╭─ Stored data
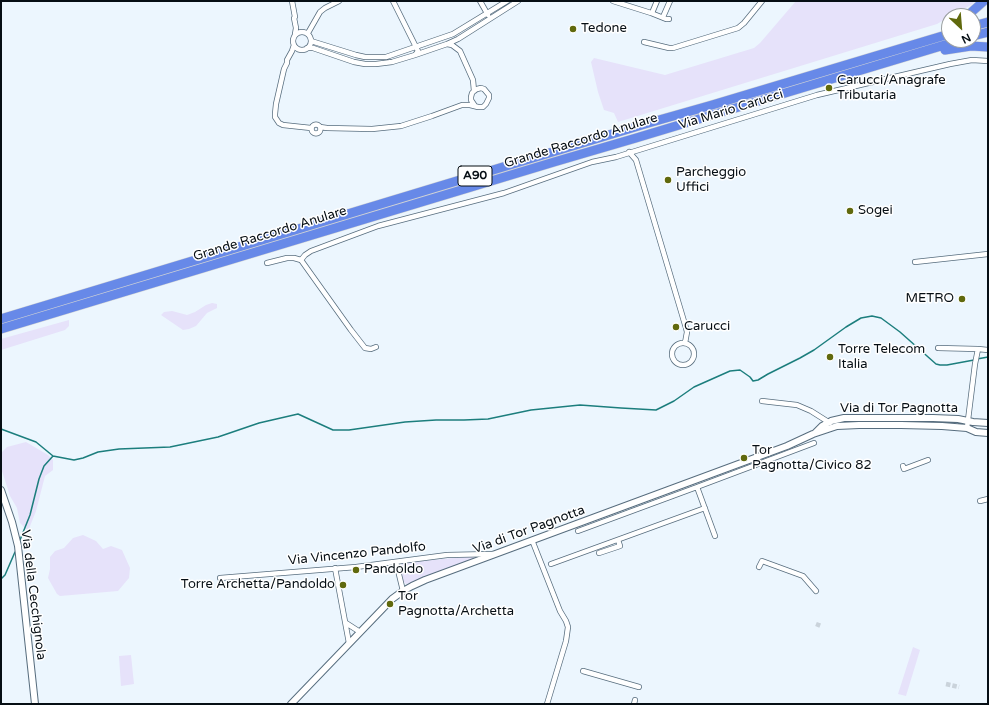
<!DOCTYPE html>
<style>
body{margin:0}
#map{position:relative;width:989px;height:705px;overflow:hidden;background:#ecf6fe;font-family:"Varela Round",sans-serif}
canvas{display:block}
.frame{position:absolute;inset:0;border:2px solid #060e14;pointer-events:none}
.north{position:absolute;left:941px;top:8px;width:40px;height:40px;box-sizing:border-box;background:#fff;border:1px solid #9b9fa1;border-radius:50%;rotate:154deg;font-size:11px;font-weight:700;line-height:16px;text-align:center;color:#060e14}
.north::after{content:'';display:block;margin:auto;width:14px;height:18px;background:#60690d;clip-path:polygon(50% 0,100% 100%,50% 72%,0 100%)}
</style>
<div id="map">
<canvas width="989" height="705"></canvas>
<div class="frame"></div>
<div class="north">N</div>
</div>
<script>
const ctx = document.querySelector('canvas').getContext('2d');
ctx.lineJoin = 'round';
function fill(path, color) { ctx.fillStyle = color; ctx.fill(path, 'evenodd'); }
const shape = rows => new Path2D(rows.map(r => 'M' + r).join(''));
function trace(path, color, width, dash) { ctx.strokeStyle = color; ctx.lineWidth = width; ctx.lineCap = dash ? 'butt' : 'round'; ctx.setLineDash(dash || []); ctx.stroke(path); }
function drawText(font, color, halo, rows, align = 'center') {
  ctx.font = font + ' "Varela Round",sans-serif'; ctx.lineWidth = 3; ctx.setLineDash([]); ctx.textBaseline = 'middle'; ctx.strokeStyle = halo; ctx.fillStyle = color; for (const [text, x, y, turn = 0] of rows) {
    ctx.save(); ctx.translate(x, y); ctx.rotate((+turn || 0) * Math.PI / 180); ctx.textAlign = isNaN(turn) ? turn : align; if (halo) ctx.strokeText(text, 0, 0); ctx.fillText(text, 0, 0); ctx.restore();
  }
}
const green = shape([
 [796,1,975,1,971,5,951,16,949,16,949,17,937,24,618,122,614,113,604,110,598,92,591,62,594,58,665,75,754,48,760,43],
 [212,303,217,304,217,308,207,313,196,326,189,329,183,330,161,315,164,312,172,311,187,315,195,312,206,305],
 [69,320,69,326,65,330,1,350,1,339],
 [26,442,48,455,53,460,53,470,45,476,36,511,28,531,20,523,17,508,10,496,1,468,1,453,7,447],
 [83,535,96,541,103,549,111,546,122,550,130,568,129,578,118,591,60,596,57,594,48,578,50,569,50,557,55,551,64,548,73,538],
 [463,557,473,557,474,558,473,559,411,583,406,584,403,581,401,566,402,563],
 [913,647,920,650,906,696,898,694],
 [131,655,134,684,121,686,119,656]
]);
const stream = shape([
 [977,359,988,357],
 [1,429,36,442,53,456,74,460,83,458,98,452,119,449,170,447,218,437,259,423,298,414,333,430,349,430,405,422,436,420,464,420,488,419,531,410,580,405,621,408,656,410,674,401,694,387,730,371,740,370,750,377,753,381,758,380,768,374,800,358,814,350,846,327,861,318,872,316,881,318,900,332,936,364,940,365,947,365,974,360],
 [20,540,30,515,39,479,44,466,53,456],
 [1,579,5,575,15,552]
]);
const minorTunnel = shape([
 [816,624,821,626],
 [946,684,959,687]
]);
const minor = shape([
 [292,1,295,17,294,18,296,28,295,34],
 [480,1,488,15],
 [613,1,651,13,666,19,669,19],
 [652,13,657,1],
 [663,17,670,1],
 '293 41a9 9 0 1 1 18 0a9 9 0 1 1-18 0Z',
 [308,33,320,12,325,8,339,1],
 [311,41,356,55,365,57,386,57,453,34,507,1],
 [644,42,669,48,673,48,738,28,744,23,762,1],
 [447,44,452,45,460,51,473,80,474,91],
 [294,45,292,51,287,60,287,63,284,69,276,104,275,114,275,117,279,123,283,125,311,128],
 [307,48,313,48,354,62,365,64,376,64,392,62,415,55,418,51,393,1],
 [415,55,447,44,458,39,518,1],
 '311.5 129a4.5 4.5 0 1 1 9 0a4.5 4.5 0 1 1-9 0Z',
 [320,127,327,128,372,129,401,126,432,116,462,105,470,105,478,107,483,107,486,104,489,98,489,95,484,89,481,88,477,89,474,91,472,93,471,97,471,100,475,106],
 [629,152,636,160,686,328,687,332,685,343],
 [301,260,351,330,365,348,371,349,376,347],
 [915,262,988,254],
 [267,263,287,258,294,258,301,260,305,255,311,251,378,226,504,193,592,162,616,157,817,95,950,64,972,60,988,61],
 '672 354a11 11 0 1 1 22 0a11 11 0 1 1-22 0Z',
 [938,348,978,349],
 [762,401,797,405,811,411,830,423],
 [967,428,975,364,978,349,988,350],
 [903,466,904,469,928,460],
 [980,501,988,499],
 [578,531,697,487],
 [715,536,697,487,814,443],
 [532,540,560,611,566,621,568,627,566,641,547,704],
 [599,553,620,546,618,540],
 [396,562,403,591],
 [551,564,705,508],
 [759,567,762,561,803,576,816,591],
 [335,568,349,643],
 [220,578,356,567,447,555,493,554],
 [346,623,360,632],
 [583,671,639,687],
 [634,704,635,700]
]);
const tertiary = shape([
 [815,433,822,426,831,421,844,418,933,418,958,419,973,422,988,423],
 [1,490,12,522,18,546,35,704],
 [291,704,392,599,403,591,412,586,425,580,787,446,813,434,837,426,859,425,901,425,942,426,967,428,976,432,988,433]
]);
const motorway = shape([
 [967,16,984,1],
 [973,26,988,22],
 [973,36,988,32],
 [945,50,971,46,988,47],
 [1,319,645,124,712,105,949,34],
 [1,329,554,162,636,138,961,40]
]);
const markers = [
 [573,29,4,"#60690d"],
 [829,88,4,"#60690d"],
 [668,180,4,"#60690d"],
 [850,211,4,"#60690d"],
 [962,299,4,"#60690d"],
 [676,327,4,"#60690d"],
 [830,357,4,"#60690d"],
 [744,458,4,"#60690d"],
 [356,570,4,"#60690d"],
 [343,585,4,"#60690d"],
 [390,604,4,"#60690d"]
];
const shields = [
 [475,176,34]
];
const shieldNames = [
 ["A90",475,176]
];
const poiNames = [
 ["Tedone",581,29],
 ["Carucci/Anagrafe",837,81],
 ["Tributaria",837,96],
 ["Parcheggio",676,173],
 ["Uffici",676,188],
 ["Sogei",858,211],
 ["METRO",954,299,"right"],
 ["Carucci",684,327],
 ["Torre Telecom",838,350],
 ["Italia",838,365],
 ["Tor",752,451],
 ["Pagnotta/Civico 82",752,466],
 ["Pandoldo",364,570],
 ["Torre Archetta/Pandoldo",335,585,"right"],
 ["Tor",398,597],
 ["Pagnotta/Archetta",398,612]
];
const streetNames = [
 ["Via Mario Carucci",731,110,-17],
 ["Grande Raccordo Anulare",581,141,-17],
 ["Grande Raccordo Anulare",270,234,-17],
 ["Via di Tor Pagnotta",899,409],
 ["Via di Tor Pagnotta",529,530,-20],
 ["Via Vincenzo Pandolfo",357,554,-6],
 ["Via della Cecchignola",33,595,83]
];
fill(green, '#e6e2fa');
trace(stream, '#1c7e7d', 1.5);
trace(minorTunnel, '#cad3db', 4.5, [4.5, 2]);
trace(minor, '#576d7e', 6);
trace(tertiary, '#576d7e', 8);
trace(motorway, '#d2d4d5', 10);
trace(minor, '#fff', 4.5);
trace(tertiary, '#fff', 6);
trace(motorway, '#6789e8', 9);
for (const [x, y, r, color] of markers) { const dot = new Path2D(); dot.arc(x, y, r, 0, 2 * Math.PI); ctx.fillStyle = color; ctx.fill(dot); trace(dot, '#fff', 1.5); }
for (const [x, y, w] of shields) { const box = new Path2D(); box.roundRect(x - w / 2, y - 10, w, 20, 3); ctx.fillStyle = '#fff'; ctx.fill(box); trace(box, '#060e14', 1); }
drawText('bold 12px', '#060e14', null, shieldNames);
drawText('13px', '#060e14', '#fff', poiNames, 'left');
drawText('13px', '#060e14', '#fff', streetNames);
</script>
╰─
** Directions for this task **
What is the number of lines in the records that contain "canvas"? Give that number only.

** The completed task **
3